We have checked that the formula holds when $$a \ne 0$$, $$b \ne 0$$ and $$m > 0$$. Check that the formula also holds when $$a=0$$, when $$b=0$$ and when $$m < 0$$.

$$\Box$$

#### Example

What is the distance $$d$$ of the point $$P(-6,-7)$$ from the line $$l$$ with equation $$3x+4y=11$$?

#### Solution

Here $$a=3$$, $$b=4$$, $$c=-11$$, $$x_1=-6$$ and $$y_1=-7$$. So

$d = \dfrac{\bigl|-18-28-11\bigr|}{\sqrt{3^2+4^2}} = \dfrac{57}{5}.$

Exercise 9

A circle has centre $$(1,2)$$ and radius $$\sqrt{5}$$.

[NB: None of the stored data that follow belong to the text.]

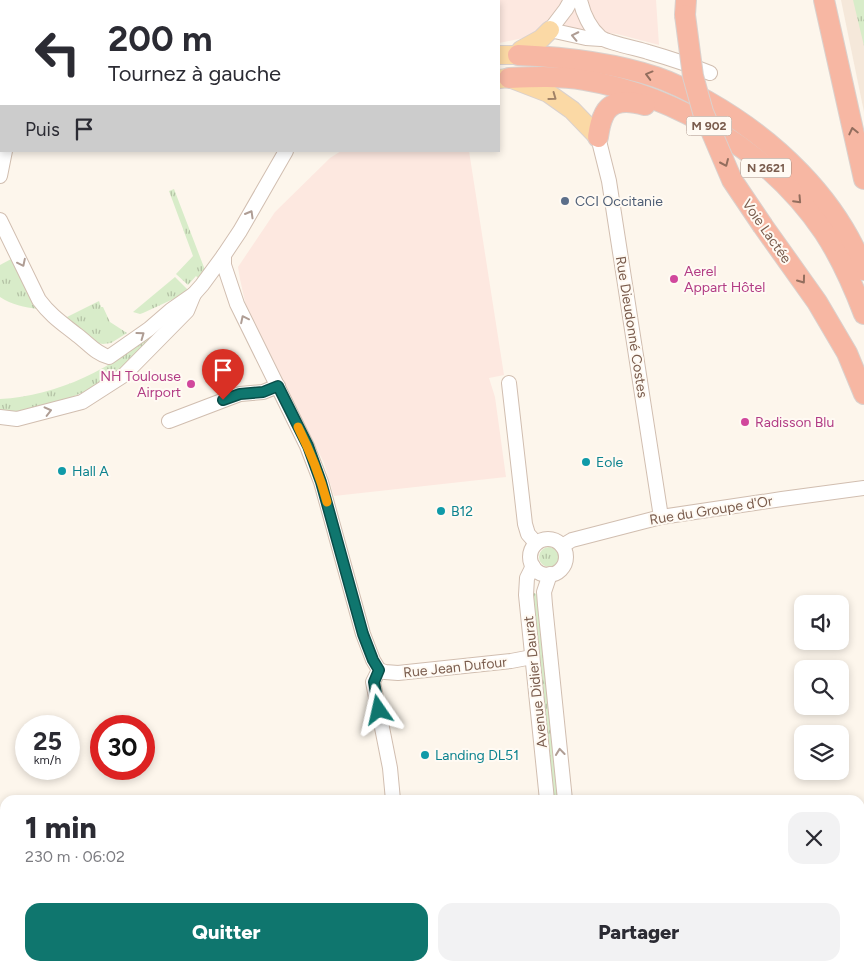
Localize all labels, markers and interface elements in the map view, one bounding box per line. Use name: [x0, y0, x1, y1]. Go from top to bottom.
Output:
text: 200 m: [108, 18, 212, 60]
icon: left: [25, 20, 90, 85]
one-way arrow: [571, 31, 580, 41]
text: Tournez à gauche: [108, 60, 281, 87]
one-way arrow: [645, 71, 653, 81]
one-way arrow: [548, 91, 557, 100]
icon: arrive: [70, 115, 98, 143]
road number: M 902: [686, 116, 732, 136]
text: Puis: [25, 118, 60, 141]
one-way arrow: [848, 126, 859, 135]
one-way arrow: [718, 158, 729, 167]
road number: N 2621: [741, 158, 791, 178]
place label: CCI Occitanie: [575, 193, 663, 210]
one-way arrow: [792, 194, 801, 203]
marker: CCI Occitanie: [559, 195, 571, 207]
street label: Voie Lactée: [738, 196, 795, 267]
one-way arrow: [243, 210, 253, 219]
street label: Rue Dieudonné Costes: [612, 255, 651, 399]
one-way arrow: [16, 258, 26, 267]
place label: Aerel Appart Hôtel: [684, 263, 765, 296]
marker: Aerel Appart Hôtel: [668, 273, 680, 285]
one-way arrow: [796, 274, 805, 284]
one-way arrow: [240, 315, 250, 324]
one-way arrow: [135, 332, 145, 341]
pin: [202, 349, 244, 400]
icon: arrive: [209, 356, 237, 384]
place label: NH Toulouse Airport: [100, 368, 181, 401]
marker: NH Toulouse Airport: [185, 378, 197, 390]
one-way arrow: [43, 406, 52, 417]
place label: Radisson Blu: [755, 414, 834, 431]
marker: Radisson Blu: [739, 416, 751, 428]
place label: Eole: [596, 454, 623, 471]
marker: Eole: [580, 456, 592, 468]
place label: Hall A: [72, 463, 109, 480]
marker: Hall A: [56, 465, 68, 477]
street label: Rue du Groupe d'Or: [648, 492, 774, 529]
place label: B12: [451, 503, 473, 520]
marker: B12: [435, 505, 447, 517]
map controls: [794, 595, 849, 780]
button: sound: [794, 595, 849, 650]
street label: Avenue Didier Daurat: [520, 615, 551, 749]
street label: Rue Jean Dufour: [402, 654, 508, 681]
button: search: [794, 660, 849, 715]
position arrow: [352, 683, 404, 735]
speed limit sign: 30: [90, 715, 155, 780]
button: layers: [794, 725, 849, 780]
text: 25: [33, 726, 62, 756]
place label: Landing DL51: [435, 747, 519, 764]
one-way arrow: [555, 747, 566, 755]
marker: Landing DL51: [419, 749, 431, 761]
text: km/h: [34, 753, 61, 767]
text: 1 min: [25, 809, 97, 846]
button: close: [788, 812, 840, 864]
text: 230 m · 06:02: [25, 847, 125, 866]
button: Quitter: [25, 903, 428, 961]
button: Partager: [438, 903, 840, 961]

1. Find the perpendicular distance from the centre of the circle to the line with equation $$x+2y-10=0$$ and hence show this line is a tangent to the circle.
2. Find the perpendicular distance from the centre of the circle to the line with equation $$x+2y-12=0$$ and hence show the line does not meet the circle.

Exercise 10

Consider a line $$l$$ with equation $$ax+by+c=0$$. Show that the expression $$ax_1+by_1+c$$ is positive for $$(x_1,y_1)$$ on one side of the line $$l$$ and negative for all points on the other side.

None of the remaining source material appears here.